Алексей Котеночкин: я вырос под «шур-шур» кальки на столе отца
Все серии «Ну, погоди!» Алексей Котеночкин знает наизусть. Оно и понятно – ведь мультфильмы делал его отец, замечательный режиссер Вячеслав Котеночкин. Недавно Котеночкин-младший подарил зрителям две новых серии этого анимационного хита. Мультфильм воспринимается как логическое продолжение прежних серий, несмотря на то, что с момента выхода первых «Ну, погоди!» прошло более тридцати пяти лет.
Как папа печку затопил…
– Алексей, как в детстве вы относились к тому, чем занимаются родители?
– Мама была очень занятым и увлеченным человеком. Как у всякой балерины, ее день начинался рано, всегда с репетиций, а заканчивался поздно – вечерним спектаклем. Это было счастье, когда она наконец оказывалась дома, и мы все вместе куда-нибудь шли. Мама рано ушла на пенсию – в сорок девять лет. Для ее профессии это нормально.
Мир же моего отца – это письменный стол и постоянное шуршание… На столе – рисунок, сверху – лист кальки, на нем – опять рисунок. Чтобы проверить движения персонажа, верхний лист все время отворачивают и возвращают на место. Отсюда и этот звук «шур-шур-шур». Вот под такое шуршание растут дети аниматоров. Если дети идут по стопам родителей, то значит, этот «шур-шур» им понравился.
– На Звездный бульвар попали с самого рождения?

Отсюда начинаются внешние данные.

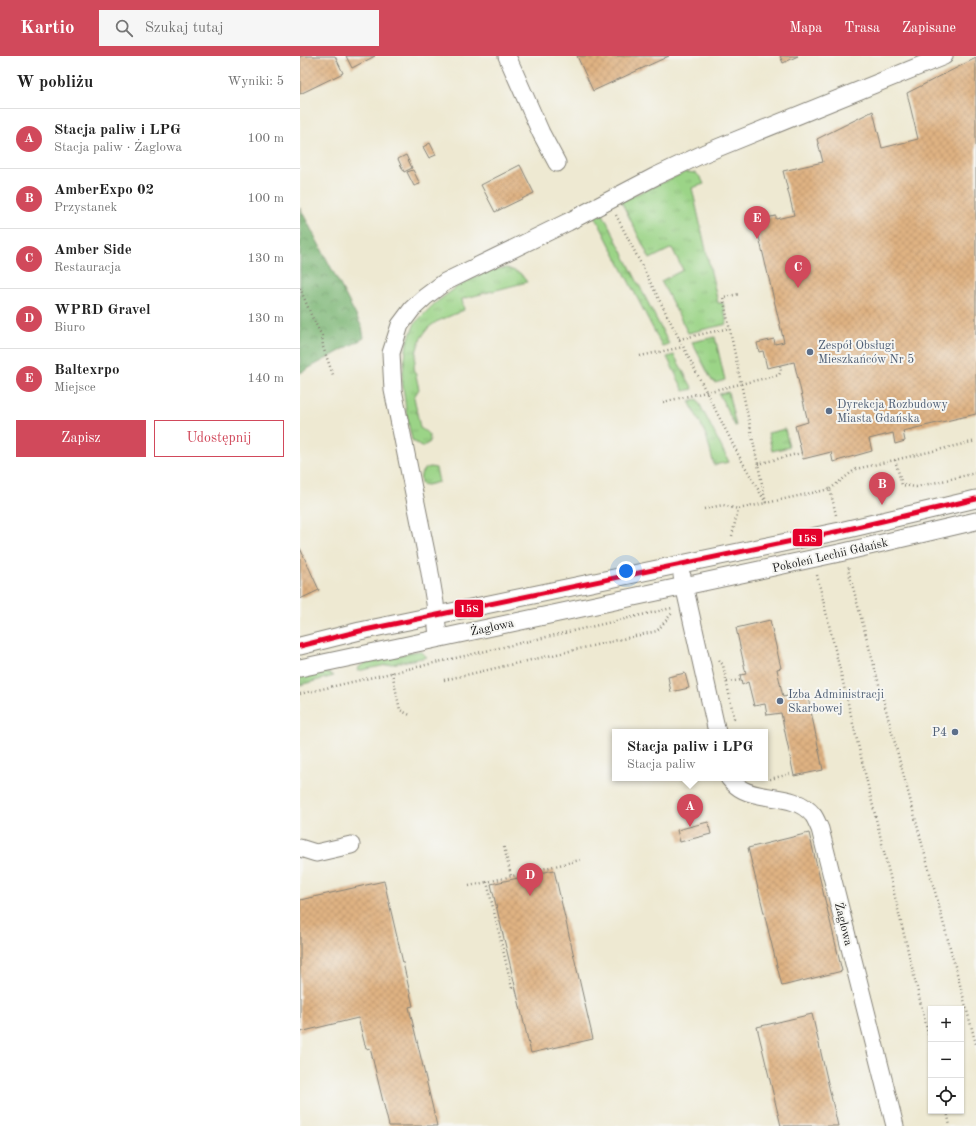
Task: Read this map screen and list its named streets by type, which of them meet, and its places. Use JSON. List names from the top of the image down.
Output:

– Нет, чуть позже. Сначала у бабушки с дедушкой была девятиметровая комната в коммуналке на Таганке, где я и родился. Это время помню смутно, а вот отец много чего веселого рассказывал. Например, о том, как нам дали квартиру. Коммуналка находилась в доме, в котором был магазин «Пионер», и вот рядом построили большой элитный дом. А наш домик маленький, топили печкой. Как-то раз отец протопил ее покрышкой от автомобиля, повалил черный дым. А в роскошном доме напротив – окна настежь. Вот кто-то из высокопоставленных жильцов и позвонил в Моссовет: мол, безобразие! И наш дом быстренько расселили. По тем временам было роскошью перебраться в «хрущевский» дом на Звездном бульваре.
– В родительском доме часто бывали гости?
– Часто. Это была такая тесная компашка, собиралась часто и много лет. На машинах выезжали по Золотому кольцу, были в Питере, на Валдае. Жили в каких-то охотничьих домиках. Всегда было очень весело. Мне очень нравились такие поездки.
– Но при этом вы не стали ни заядлым рыбаком, ни охотником…
– Нет. Если вы о хобби, то люблю музыку. Огромное удовольствие для меня – поехать на Горбушку, побродить по лоткам, что-нибудь выбрать, приехать домой, распечатать целлофан, поставить и слушать. Нравятся самые разные стили, главное – чтобы музыка была хорошая.
– Говорят, у вас в прошлом году была серебряная свадьба. Как познакомились с женой?
– Под Новый год. Она приехала из другого города и попала в нашу компанию. Наутро я сделал ей предложение. Она согласилась. До свадьбы мы были знакомы три дня.
– А мне всегда казалось, что фильм «Ирония судьбы…» – это что-то из области фантастики… Алексей, а прежде чем решили пойти по стопам отца, думали заняться чем-то еще?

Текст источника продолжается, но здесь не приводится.